Halo semua! Balik lagi sama aku Senja, Part-time Blog Writer di Satu Persen.
Hari ini aku mau sedikit cerita soal temenku yang gila banget sama bersih-bersih, nih. Aku mengenal dia sebagai pribadi tidy person. Dulu semasa kuliah aku sering menyebutnya sebagai Sie Kebersihan karena paling gak bisa lihat temannya gak bersih. Dia rela buat nyuciin baju kotorku yang menumpuk 2 minggu di pojokan kamar kos. Awalnya, aku mengira itu sebagai bentuk perhatian aja. Sampai suatu kejadian aneh muncul.
Hal itu terjadi saat aku berniat buat menginap di kos dia selama di Surabaya. Kebetulan waktu itu aku sedang ada urusan buat beresin berkas kelulusan kampus. Sepanjang aku menginap, dia kelihatan terobsesi banget buat bersihin kamar, ngerapiin baju di lemari, nyapu lantai kamar, dan bersihin meja belajar yang mana menurutku udah rapi-rapi aja gitu.

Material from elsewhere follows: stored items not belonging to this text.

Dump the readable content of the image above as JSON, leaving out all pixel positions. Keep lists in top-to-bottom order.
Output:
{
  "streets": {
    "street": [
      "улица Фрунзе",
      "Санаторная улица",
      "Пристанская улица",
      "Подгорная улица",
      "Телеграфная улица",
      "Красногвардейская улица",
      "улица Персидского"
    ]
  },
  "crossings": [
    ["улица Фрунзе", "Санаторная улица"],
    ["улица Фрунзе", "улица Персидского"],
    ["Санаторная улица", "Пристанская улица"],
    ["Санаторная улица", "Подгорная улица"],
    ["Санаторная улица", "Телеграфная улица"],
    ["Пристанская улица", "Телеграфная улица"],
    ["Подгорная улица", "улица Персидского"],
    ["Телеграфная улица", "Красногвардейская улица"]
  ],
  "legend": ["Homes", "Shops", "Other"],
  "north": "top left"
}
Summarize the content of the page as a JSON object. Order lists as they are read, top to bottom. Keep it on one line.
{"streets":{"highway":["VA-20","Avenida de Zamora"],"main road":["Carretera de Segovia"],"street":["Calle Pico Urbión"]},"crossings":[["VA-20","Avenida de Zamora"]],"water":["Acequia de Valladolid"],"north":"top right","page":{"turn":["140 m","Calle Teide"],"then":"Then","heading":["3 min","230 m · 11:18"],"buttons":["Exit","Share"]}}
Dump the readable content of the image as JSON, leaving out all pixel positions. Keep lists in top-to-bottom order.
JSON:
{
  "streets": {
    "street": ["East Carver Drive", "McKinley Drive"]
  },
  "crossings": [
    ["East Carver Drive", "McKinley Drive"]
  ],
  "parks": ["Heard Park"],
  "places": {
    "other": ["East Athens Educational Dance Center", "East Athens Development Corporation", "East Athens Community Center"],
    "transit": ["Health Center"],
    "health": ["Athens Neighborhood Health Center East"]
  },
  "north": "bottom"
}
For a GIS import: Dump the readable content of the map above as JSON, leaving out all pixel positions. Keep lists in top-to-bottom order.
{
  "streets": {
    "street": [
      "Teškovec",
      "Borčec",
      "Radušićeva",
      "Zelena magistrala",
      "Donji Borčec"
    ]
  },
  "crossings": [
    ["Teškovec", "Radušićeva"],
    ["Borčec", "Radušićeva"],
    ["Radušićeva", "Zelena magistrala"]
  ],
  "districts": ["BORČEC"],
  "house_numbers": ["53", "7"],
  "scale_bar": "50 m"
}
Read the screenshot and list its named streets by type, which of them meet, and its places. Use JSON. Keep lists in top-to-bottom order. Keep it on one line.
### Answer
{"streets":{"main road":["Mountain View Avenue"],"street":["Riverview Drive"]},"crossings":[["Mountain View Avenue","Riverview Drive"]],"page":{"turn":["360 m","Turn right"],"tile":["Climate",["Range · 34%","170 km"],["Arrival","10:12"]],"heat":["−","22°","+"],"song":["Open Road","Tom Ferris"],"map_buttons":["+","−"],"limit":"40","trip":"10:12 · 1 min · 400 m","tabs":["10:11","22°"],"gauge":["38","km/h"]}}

Gak sampai situ aja, kegiatan itu ia lakukan secara berulang-ulang. Saking risihnya, aku sampai nyuruh dia buat berhenti karena emang gak ada yang perlu dibersihkan. Tak berselang lama, dia ngomong ke aku kalau dia mengidap gangguan OCD.
Jadi, Apa Itu OCD?
Obsessive Compulsive Disorder (OCD) adalah gangguan menahun umumnya diderita oleh 1-3% populasi penduduk dunia. OCD adalah salah satu jenis gangguan di mana penderitanya memiliki pikiran yang gak terkontrol, sehingga penderita akan kesulitan untuk mengendalikannya. Pikiran-pikiran itu akan terus-menerus datang (obsesif) yang membuat penderita melakukan suatu tindakan tertentu.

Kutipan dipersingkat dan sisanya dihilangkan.